TO DO. Filter out every line below that lacks "roads", and copy the rest.

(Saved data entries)

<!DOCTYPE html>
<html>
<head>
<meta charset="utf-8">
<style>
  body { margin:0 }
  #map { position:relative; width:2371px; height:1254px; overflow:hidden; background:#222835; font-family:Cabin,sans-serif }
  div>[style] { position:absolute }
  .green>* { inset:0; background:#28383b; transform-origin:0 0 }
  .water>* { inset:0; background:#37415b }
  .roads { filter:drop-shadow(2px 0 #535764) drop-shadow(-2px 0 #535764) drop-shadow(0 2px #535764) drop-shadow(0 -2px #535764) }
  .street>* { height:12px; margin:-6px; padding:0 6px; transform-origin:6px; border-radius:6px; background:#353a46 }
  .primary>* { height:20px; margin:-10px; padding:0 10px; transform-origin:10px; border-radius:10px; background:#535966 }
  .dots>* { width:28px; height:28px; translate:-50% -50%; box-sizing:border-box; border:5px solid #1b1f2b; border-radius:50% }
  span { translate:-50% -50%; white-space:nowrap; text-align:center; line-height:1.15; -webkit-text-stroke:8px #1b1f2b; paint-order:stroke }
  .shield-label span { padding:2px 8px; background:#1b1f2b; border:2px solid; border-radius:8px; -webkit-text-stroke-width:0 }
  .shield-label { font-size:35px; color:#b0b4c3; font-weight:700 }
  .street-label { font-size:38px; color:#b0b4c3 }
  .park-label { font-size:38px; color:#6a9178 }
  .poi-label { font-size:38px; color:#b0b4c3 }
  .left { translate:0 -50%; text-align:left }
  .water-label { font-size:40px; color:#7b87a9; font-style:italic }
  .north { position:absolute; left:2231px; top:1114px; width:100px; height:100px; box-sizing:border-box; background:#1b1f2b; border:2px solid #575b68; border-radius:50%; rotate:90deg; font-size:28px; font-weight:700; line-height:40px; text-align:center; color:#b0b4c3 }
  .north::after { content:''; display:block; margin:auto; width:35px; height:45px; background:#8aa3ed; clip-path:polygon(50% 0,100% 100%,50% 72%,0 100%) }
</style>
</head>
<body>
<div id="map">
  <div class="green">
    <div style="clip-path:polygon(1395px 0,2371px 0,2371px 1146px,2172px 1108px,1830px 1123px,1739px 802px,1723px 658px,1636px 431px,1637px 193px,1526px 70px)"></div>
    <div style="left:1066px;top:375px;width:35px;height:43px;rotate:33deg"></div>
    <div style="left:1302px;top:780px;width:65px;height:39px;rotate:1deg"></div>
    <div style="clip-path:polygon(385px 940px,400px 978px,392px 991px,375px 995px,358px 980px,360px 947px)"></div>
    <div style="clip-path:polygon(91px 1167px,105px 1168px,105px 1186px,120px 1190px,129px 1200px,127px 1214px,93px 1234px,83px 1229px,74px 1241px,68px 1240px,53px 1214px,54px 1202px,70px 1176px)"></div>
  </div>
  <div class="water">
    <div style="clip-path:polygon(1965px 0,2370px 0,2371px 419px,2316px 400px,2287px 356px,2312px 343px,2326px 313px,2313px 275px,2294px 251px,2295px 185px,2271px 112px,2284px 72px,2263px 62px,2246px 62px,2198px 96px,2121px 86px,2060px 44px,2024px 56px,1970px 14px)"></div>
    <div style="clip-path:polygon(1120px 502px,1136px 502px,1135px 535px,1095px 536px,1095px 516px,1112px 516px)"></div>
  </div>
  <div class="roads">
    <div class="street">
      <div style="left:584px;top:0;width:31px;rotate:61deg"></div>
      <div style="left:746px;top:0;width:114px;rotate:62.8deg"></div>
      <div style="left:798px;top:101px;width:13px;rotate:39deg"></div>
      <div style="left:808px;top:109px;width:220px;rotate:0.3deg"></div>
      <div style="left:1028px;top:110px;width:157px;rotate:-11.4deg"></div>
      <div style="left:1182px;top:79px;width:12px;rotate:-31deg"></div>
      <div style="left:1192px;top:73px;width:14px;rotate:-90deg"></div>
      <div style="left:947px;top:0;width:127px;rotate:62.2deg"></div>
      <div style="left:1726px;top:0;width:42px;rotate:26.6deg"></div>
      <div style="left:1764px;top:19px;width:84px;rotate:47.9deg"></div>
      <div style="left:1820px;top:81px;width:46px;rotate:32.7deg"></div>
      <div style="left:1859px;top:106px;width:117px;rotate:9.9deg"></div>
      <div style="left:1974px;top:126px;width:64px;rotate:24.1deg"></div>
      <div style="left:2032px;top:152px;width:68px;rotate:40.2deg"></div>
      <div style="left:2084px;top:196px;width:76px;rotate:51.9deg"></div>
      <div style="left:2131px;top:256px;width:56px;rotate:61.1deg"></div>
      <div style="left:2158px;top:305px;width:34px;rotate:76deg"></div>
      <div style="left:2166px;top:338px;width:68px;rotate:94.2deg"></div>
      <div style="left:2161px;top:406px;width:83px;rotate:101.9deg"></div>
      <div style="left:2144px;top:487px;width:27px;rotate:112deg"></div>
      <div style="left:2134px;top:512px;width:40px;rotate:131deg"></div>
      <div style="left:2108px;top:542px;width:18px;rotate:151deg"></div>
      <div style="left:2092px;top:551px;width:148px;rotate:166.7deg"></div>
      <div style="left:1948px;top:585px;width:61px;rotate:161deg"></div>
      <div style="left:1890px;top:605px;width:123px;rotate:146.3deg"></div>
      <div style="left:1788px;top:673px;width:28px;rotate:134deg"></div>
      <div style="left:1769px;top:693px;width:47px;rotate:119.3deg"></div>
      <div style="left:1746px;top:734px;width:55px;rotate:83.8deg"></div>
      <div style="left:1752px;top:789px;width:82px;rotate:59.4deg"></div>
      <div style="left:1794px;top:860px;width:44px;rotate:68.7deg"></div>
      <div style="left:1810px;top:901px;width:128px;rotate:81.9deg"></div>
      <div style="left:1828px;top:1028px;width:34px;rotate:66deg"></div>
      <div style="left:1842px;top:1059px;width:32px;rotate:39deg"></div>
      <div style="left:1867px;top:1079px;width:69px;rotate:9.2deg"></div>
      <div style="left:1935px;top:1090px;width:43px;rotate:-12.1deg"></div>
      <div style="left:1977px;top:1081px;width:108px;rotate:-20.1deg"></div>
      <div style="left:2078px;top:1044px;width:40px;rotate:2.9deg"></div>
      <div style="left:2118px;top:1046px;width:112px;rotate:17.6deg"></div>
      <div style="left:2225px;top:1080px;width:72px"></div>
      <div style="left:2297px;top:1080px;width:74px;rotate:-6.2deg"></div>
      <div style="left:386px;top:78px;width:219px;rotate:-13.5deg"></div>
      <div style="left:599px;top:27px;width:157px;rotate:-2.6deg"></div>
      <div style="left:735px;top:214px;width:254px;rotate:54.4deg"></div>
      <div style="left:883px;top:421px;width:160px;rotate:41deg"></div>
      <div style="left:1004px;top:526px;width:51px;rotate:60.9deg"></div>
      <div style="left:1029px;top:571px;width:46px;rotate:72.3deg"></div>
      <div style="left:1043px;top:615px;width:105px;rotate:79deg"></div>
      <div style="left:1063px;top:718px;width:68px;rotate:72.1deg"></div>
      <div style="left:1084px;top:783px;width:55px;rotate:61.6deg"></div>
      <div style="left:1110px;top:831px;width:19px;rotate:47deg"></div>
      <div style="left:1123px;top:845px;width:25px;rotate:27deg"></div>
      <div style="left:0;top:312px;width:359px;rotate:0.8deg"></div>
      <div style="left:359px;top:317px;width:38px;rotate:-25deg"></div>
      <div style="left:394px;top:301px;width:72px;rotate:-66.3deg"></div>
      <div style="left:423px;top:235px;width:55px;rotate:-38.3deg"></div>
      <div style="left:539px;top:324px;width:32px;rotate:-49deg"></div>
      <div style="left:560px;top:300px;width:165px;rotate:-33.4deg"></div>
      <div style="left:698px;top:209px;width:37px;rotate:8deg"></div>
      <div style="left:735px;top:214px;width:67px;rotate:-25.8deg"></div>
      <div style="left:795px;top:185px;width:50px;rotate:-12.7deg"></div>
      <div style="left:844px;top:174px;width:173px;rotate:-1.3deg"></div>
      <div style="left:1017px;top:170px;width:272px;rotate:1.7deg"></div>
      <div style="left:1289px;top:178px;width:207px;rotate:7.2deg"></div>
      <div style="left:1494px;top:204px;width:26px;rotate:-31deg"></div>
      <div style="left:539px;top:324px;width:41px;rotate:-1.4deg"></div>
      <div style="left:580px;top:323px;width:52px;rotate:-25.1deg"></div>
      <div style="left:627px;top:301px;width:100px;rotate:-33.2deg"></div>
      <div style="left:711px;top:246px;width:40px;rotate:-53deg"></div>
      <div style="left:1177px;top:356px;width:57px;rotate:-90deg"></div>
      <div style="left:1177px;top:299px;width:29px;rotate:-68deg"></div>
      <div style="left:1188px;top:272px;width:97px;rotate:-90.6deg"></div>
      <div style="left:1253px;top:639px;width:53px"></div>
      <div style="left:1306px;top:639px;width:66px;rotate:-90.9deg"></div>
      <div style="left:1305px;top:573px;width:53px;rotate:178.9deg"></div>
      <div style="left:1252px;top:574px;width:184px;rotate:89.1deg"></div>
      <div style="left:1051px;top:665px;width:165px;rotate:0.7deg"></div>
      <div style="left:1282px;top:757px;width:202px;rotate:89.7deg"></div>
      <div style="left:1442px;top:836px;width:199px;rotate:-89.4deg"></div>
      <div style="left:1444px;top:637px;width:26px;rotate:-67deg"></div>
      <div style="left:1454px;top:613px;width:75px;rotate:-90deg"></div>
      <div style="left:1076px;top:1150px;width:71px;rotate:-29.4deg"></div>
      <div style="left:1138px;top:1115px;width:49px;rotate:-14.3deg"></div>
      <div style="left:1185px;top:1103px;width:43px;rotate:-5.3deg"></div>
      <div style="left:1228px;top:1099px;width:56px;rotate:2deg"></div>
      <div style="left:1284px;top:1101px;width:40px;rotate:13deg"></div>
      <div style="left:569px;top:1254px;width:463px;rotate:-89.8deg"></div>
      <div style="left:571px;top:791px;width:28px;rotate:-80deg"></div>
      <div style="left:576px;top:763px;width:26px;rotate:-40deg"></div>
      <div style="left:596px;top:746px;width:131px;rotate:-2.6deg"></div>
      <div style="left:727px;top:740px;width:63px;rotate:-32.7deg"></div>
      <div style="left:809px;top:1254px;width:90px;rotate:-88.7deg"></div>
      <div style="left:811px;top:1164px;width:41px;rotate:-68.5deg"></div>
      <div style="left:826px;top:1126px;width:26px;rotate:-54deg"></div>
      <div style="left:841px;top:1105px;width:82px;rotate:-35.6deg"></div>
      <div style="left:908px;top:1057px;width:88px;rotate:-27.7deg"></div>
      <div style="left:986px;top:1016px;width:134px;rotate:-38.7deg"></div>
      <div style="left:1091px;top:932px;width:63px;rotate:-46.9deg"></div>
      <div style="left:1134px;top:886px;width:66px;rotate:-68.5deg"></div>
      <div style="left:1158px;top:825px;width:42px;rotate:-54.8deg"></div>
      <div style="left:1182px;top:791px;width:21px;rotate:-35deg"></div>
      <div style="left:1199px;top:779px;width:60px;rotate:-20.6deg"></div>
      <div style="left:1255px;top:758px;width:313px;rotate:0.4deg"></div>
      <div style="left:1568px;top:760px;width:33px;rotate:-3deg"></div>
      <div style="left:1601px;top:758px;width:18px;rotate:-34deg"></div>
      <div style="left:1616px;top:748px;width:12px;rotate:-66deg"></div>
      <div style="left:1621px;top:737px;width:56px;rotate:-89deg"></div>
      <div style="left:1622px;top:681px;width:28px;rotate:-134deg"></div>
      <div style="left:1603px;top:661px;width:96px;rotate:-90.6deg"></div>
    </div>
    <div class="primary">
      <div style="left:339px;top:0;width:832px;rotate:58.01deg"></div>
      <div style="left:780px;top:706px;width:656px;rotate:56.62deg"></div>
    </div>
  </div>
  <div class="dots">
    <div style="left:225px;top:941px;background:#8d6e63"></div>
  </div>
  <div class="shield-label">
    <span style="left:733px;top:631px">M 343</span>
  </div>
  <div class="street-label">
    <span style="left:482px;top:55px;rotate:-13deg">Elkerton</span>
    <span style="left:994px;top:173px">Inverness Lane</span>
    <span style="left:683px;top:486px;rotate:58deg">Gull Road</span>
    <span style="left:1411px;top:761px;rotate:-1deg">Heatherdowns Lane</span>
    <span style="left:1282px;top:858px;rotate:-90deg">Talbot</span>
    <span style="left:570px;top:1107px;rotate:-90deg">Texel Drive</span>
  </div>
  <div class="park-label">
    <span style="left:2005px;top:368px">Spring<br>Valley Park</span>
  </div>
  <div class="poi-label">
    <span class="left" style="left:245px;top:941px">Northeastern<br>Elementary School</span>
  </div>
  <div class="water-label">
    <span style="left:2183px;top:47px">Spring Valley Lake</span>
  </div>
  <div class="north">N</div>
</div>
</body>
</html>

EXPECTED ANSWER.
  .roads { filter:drop-shadow(2px 0 #535764) drop-shadow(-2px 0 #535764) drop-shadow(0 2px #535764) drop-shadow(0 -2px #535764) }
  <div class="roads">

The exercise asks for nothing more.